To do: Give only the number of lines in the records that include "lane".

Extracted entries:
• • •

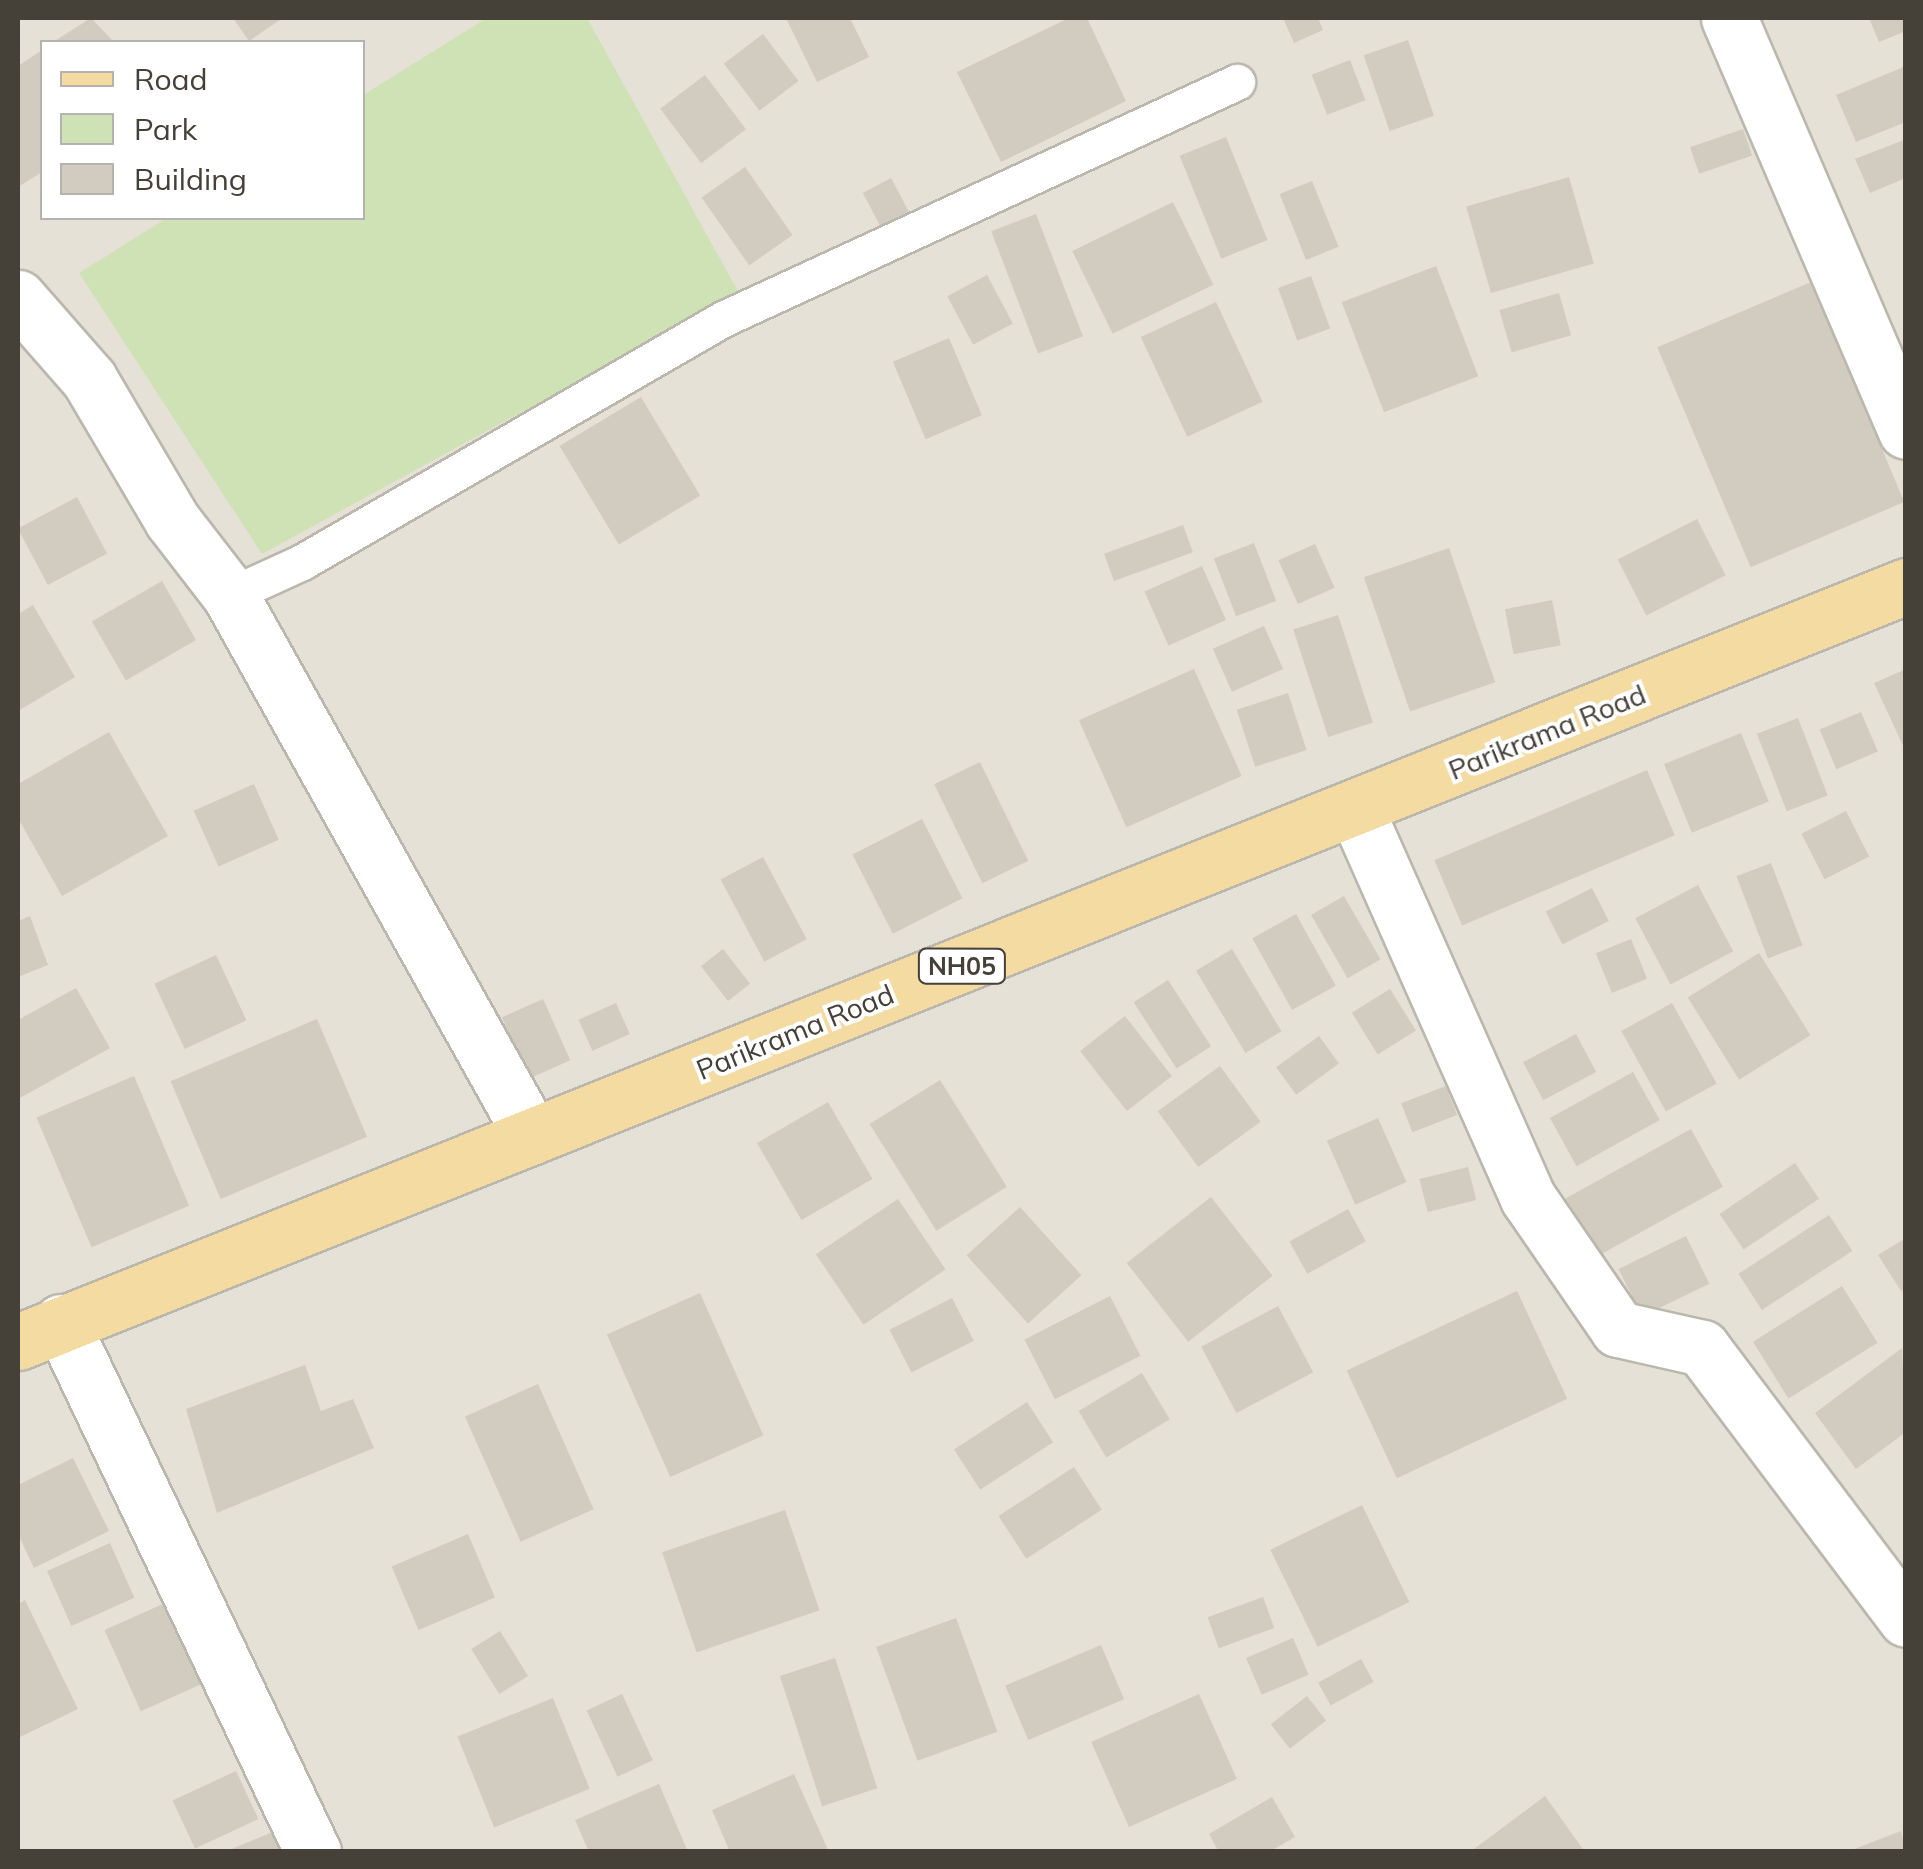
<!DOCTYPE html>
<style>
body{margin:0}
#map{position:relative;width:1923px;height:1869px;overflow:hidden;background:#f2efe8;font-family:Mulish,sans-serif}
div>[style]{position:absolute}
.residential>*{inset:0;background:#e5e1d7}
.green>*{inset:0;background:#cee2b6}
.building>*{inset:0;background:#d2cbbf;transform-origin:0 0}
.roads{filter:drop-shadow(2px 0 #bcb7ac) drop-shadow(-2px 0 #bcb7ac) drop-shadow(0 2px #bcb7ac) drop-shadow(0 -2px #bcb7ac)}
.lane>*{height:35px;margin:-17.5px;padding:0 17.5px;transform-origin:17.5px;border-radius:17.5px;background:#fff}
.street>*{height:55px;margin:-27.5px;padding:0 27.5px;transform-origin:27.5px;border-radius:27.5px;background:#fff}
.primary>*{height:55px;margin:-27.5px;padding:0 27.5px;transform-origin:27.5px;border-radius:27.5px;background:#f3dba1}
span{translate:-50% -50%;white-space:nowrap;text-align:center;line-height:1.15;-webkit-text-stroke:8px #fff;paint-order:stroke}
.shield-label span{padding:2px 8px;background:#fff;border:2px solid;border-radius:8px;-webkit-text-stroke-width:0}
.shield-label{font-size:25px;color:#454038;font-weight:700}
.street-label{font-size:28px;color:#454038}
.frame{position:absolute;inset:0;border:20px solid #454038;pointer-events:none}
.legend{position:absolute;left:40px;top:40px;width:325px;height:180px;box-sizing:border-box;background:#fff;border:2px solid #b5b3af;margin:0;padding:12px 18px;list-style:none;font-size:30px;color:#454038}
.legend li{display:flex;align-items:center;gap:20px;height:50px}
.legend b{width:50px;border:2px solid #b5b3af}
</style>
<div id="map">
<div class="residential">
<i style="clip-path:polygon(evenodd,18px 18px,1905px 18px,1905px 1851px,18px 1851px,18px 18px,42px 42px,362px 42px,362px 218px,42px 218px,42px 42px)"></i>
</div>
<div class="green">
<i style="clip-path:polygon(487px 18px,587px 18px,739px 293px,262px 554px,79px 273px,167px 218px,362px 218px,363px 95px)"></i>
</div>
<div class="building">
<i style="clip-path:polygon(91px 18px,114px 42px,53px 42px)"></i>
<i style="clip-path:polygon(233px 18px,283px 18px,249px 41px)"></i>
<i style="clip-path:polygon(786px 18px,850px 18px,869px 57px,817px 82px)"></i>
<i style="clip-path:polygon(1069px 18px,1087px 18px,1126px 101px,1001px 162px,957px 72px)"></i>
<i style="clip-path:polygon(1283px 18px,1318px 18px,1323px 30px,1294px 43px)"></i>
<i style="clip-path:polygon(1869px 18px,1906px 18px,1906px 31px,1879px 42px)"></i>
<i style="left:763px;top:34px;width:59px;height:49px;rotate:53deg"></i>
<i style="left:1408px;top:40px;width:80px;height:47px;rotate:71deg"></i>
<i style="clip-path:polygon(42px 50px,42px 172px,18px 187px,18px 66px)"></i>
<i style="left:1350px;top:60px;width:43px;height:41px;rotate:69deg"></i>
<i style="clip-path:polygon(1906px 66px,1906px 122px,1856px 142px,1836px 95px)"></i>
<i style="left:705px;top:75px;width:68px;height:56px;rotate:53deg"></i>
<i style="left:1743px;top:129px;width:28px;height:56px;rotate:71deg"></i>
<i style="left:1226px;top:137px;width:111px;height:50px;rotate:68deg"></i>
<i style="clip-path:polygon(1906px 139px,1906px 178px,1870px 193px,1855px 159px)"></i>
<i style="left:745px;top:167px;width:83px;height:53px;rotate:55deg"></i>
<i style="left:1569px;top:177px;width:90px;height:107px;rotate:74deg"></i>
<i style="left:891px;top:178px;width:38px;height:32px;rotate:62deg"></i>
<i style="left:1312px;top:181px;width:71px;height:35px;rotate:68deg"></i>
<i style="left:1173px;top:202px;width:92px;height:112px;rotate:64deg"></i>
<i style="left:1036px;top:214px;width:131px;height:48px;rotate:69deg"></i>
<i style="left:1436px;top:266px;width:118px;height:101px;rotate:69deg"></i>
<i style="left:987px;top:275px;width:55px;height:45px;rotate:62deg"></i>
<i style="left:1311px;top:276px;width:56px;height:35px;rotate:70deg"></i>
<i style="left:1811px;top:282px;width:239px;height:167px;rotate:67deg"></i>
<i style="left:1559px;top:293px;width:44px;height:62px;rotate:74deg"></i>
<i style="left:1216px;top:302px;width:110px;height:83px;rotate:65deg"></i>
<i style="left:949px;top:338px;width:84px;height:61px;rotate:67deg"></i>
<i style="left:641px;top:397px;width:115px;height:95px;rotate:59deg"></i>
<i style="left:77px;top:497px;width:64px;height:67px;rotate:62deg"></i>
<i style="left:1697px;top:519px;width:63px;height:89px;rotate:63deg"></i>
<i style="left:1183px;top:525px;width:29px;height:84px;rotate:70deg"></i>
<i style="left:1254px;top:543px;width:62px;height:43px;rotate:69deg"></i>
<i style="left:1315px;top:544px;width:48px;height:40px;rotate:66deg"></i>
<i style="left:1449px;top:548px;width:142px;height:90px;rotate:71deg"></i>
<i style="left:1202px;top:566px;width:59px;height:63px;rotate:66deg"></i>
<i style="left:162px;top:581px;width:68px;height:81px;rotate:60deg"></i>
<i style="left:1552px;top:600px;width:46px;height:48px;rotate:79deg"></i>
<i style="clip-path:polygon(33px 605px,75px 677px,18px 711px,18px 614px)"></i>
<i style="left:1338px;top:615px;width:113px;height:47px;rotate:72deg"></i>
<i style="left:1264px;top:626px;width:47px;height:56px;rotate:66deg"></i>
<i style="left:1194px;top:669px;width:117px;height:126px;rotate:66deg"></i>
<i style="clip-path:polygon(1906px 669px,1906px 752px,1874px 683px)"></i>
<i style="left:1288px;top:693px;width:60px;height:54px;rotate:72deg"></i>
<i style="left:1861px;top:712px;width:43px;height:45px;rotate:67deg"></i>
<i style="left:1798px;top:718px;width:83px;height:44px;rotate:69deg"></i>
<i style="clip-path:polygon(109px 732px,168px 836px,62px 896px,18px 818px,18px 784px)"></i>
<i style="left:1741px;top:733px;width:74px;height:83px;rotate:68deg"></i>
<i style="left:980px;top:762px;width:110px;height:51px;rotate:64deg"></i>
<i style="left:1647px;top:770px;width:71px;height:231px;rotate:67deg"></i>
<i style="left:254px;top:784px;width:61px;height:66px;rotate:66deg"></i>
<i style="left:1846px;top:811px;width:51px;height:50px;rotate:63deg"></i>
<i style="left:922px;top:819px;width:89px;height:78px;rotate:63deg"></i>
<i style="left:763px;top:857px;width:93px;height:48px;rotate:62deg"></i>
<i style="left:1771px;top:863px;width:88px;height:37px;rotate:69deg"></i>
<i style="left:1698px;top:885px;width:75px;height:71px;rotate:62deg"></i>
<i style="left:1592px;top:888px;width:37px;height:52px;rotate:63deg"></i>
<i style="left:1344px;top:896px;width:73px;height:38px;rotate:60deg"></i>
<i style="left:1296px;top:914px;width:82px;height:50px;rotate:61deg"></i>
<i style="clip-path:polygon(30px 916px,48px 965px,18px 977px,18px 921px)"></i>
<i style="left:1631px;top:939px;width:43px;height:38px;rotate:68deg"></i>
<i style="left:723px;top:949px;width:44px;height:28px;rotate:52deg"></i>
<i style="left:1232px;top:949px;width:96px;height:42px;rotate:59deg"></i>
<i style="left:1759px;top:953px;width:97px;height:84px;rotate:58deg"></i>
<i style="left:216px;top:955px;width:72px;height:68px;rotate:65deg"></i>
<i style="left:1168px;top:980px;width:79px;height:41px;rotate:57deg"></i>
<i style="clip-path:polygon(76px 988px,110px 1048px,18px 1099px,18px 1020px)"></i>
<i style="left:1390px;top:989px;width:49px;height:45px;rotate:58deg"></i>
<i style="left:543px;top:999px;width:67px;height:45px;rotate:66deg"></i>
<i style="left:616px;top:1003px;width:34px;height:41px;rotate:66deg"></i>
<i style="left:1672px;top:1003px;width:92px;height:58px;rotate:61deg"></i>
<i style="left:1125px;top:1016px;width:76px;height:57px;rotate:52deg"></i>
<i style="left:317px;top:1019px;width:128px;height:159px;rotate:67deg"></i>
<i style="left:1576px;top:1034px;width:43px;height:60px;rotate:62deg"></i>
<i style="left:1319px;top:1036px;width:34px;height:53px;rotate:54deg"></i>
<i style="left:1220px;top:1066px;width:69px;height:77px;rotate:54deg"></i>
<i style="left:1633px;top:1072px;width:55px;height:95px;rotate:61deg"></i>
<i style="left:134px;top:1076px;width:141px;height:106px;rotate:67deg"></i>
<i style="left:940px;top:1080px;width:126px;height:83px;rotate:58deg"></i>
<i style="left:1446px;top:1086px;width:31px;height:48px;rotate:69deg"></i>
<i style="left:828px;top:1102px;width:89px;height:82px;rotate:60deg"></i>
<i style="left:1378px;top:1118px;width:70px;height:56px;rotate:66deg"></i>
<i style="left:1691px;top:1129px;width:66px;height:144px;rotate:61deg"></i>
<i style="left:1795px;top:1163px;width:43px;height:91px;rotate:56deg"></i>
<i style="left:1468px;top:1167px;width:34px;height:50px;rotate:76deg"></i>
<i style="left:1211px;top:1197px;width:100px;height:107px;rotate:52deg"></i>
<i style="left:898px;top:1199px;width:85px;height:99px;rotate:56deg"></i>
<i style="left:1020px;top:1207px;width:92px;height:72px;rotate:48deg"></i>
<i style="left:1348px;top:1209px;width:37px;height:67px;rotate:61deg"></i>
<i style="left:1829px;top:1215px;width:43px;height:108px;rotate:57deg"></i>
<i style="left:1686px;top:1236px;width:53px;height:75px;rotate:64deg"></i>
<i style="clip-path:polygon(1906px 1238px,1906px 1288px,1901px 1291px,1878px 1255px)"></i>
<i style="left:1842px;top:1286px;width:67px;height:105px;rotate:58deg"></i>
<i style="left:1517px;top:1291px;width:119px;height:188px;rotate:65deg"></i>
<i style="left:700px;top:1293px;width:156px;height:102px;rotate:66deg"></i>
<i style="left:1110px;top:1296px;width:67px;height:96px;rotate:63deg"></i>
<i style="left:952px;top:1298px;width:48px;height:70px;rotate:63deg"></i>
<i style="left:1278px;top:1306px;width:75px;height:87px;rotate:62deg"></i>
<i style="clip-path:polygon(1902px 1348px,1906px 1432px,1856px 1469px,1815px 1413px)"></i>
<i style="clip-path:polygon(305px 1365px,321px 1411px,353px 1399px,374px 1448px,217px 1513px,186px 1409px)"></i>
<i style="left:1142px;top:1373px;width:54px;height:74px;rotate:59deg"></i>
<i style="left:538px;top:1384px;width:137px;height:80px;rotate:66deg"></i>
<i style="left:1027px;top:1402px;width:48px;height:87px;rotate:57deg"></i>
<i style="clip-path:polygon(73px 1458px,109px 1531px,34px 1568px,18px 1534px,18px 1485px)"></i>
<i style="left:1074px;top:1467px;width:51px;height:90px;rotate:57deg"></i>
<i style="left:1362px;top:1505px;width:108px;height:102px;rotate:64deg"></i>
<i style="left:785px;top:1510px;width:106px;height:130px;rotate:71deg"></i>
<i style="left:468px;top:1534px;width:69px;height:83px;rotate:67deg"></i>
<i style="left:110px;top:1543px;width:60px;height:69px;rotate:66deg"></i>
<i style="left:1263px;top:1597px;width:33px;height:59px;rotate:70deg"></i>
<i style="left:174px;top:1599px;width:89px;height:76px;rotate:66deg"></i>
<i style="clip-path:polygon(25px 1600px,78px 1709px,20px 1737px,18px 1604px)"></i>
<i style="left:956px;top:1618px;width:121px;height:85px;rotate:70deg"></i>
<i style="left:500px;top:1631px;width:53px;height:34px;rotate:58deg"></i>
<i style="left:1293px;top:1638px;width:40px;height:51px;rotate:67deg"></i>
<i style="left:1101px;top:1645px;width:59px;height:104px;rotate:67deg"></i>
<i style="left:835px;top:1658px;width:137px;height:58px;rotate:72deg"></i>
<i style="left:1361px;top:1659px;width:26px;height:49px;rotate:61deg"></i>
<i style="left:622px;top:1694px;width:73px;height:39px;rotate:65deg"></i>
<i style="left:1199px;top:1694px;width:93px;height:118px;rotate:66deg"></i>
<i style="left:1307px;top:1696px;width:31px;height:46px;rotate:52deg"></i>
<i style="left:553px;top:1698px;width:98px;height:103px;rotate:68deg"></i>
<i style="left:236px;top:1771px;width:53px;height:70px;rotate:65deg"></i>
<i style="clip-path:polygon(794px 1774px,829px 1852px,730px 1852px,712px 1810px)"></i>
<i style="clip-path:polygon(659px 1784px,688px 1852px,589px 1852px,575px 1820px)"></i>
<i style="clip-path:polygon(1545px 1796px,1585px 1852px,1470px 1852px)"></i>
<i style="clip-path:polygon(1272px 1797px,1295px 1837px,1269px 1852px,1219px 1852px,1209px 1834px)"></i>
<i style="clip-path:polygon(282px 1828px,292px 1851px,227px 1851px)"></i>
<i style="clip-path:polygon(1901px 1831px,1906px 1852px,1849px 1852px,1849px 1851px)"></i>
</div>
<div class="roads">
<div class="lane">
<i style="left:230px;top:595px;width:79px;rotate:-24.6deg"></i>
<i style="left:302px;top:562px;width:488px;rotate:-30deg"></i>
<i style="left:725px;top:318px;width:564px;rotate:-24.75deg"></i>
</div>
<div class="street">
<i style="left:1729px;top:18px;width:449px;rotate:66.8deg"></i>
<i style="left:18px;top:298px;width:108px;rotate:48.8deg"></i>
<i style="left:89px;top:379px;width:164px;rotate:59.5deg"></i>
<i style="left:172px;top:520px;width:95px;rotate:52.3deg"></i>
<i style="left:230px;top:595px;width:620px;rotate:60.83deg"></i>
<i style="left:1356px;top:810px;width:424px;rotate:66.1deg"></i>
<i style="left:1528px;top:1198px;width:159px;rotate:55.5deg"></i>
<i style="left:1618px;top:1329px;width:86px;rotate:12.7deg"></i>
<i style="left:1702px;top:1348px;width:339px;rotate:53deg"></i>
<i style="left:61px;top:1322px;width:587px;rotate:64.57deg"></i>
</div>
<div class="primary">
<i style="left:18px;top:1342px;width:2034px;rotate:-21.82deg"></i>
</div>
</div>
<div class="shield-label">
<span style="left:962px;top:966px">NH05</span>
</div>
<div class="street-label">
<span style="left:1547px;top:732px;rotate:-22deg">Parikrama Road</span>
<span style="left:795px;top:1032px;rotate:-22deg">Parikrama Road</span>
</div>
<div class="frame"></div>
<ul class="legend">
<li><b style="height:12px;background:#f3dba1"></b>Road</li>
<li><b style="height:28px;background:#cee2b6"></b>Park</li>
<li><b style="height:28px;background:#d2cbbf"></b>Building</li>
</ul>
</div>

• • •

Task result: 2